今の戦力はどう見てもこちらが圧倒的に優位だ。

だと言うのに、何だ?あの表情……それにあの巨大な物体は?


『フン、その態度を直す気はないようだな。ならいい、ここで消えな。』


【警告。濃密なエネルギー反応を検出。】


「!?」


巨大な物体が動き始めた。

球状の物体の外殻が開き、内部から巨大な砲身が現れた。


「あれは……」

『ハッハーー!!!驚いたか、こいつは帝国の最新兵器さ!並の戦艦のシールドなら余裕で貫くことができる。これでお前達は終わりだぁぁぁ!!!』


砲身の内側から徐々に光が強くなっていく。


【警告。高密度のエネルギーが収束しています。この船のシールドでは簡単に破られます。】


あの巨大兵器、こちらが数発撃ったところで大して効果はないだろう。


「セバス、()()をやるよ。」

『はい、マスターの御心のままに。』

『ハッハッハ!!どうした?黙り込んじまって。

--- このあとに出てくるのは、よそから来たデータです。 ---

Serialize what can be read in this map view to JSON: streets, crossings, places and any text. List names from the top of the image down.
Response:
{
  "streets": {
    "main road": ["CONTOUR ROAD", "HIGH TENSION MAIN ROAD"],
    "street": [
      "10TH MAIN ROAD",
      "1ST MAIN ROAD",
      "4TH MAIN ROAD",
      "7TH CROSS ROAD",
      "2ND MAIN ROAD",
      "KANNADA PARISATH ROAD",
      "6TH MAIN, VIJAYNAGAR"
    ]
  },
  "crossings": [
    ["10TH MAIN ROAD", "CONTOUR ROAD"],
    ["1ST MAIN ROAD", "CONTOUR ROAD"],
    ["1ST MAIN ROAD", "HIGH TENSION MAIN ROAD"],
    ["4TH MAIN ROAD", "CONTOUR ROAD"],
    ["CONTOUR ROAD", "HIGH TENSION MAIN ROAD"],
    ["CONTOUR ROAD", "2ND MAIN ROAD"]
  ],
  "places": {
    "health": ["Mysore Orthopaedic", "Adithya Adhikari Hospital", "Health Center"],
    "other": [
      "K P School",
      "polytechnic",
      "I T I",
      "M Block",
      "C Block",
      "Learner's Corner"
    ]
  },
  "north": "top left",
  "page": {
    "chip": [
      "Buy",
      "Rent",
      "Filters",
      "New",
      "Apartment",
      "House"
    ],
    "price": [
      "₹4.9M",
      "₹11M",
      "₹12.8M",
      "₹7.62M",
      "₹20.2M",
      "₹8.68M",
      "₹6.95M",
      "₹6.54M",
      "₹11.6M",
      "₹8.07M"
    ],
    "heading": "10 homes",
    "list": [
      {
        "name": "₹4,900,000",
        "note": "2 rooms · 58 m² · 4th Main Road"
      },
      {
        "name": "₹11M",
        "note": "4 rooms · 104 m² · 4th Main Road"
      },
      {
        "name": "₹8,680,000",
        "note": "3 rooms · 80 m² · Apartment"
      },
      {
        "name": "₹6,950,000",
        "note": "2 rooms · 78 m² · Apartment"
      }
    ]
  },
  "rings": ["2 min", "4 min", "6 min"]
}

まさか、こいつの恐ろしさを思い知ったか?なら、もう一発あれをお見舞いしてやる!!!』


【巨大兵器のエネルギー充填完了までおよそ1分と推測されます。】


1分……充分だ。


『準備、整いました。』

「わかった。聞こえているか?悪党。」

『なんだ、今更怖気付いたのか?もう遅い。』

「お前は、切り札を安易に出すべきではなかった。」

『ああ?どういう意味だ?』

「君がエースを出そうと無駄なことだ。俺の手札には、ジョーカーがある。」

『ああ?だからどういう意味d─────』


通信を切った。

こんな会話に時間を潰すなど、無駄でしかない。


【エネルギー充填完了。本機はスナイプモードに変形します。】


システム音声がそう告げると、ガコッという音と共に、振動が壁から伝わった。


マルコシアスの、隠された姿。

赤く光る船灯が銀色に輝き出す。

そして、機体の一部が変形し、巨大なロングバレルが構成された。


誰にも明かされない奥の手。


何故なら、これを見たものは────


「さあ見ろ。これが、奥の手というものだ。」


全員生きていないのだから──────


≪Active code "Silver Burret"≫


銀色の光が、闇を撃ち抜いた。


全てを撃ち抜く弾丸。


その弾丸は不滅の魔をも殺す、必殺の一撃。


誰であろうと、生きて逃れることは許されない。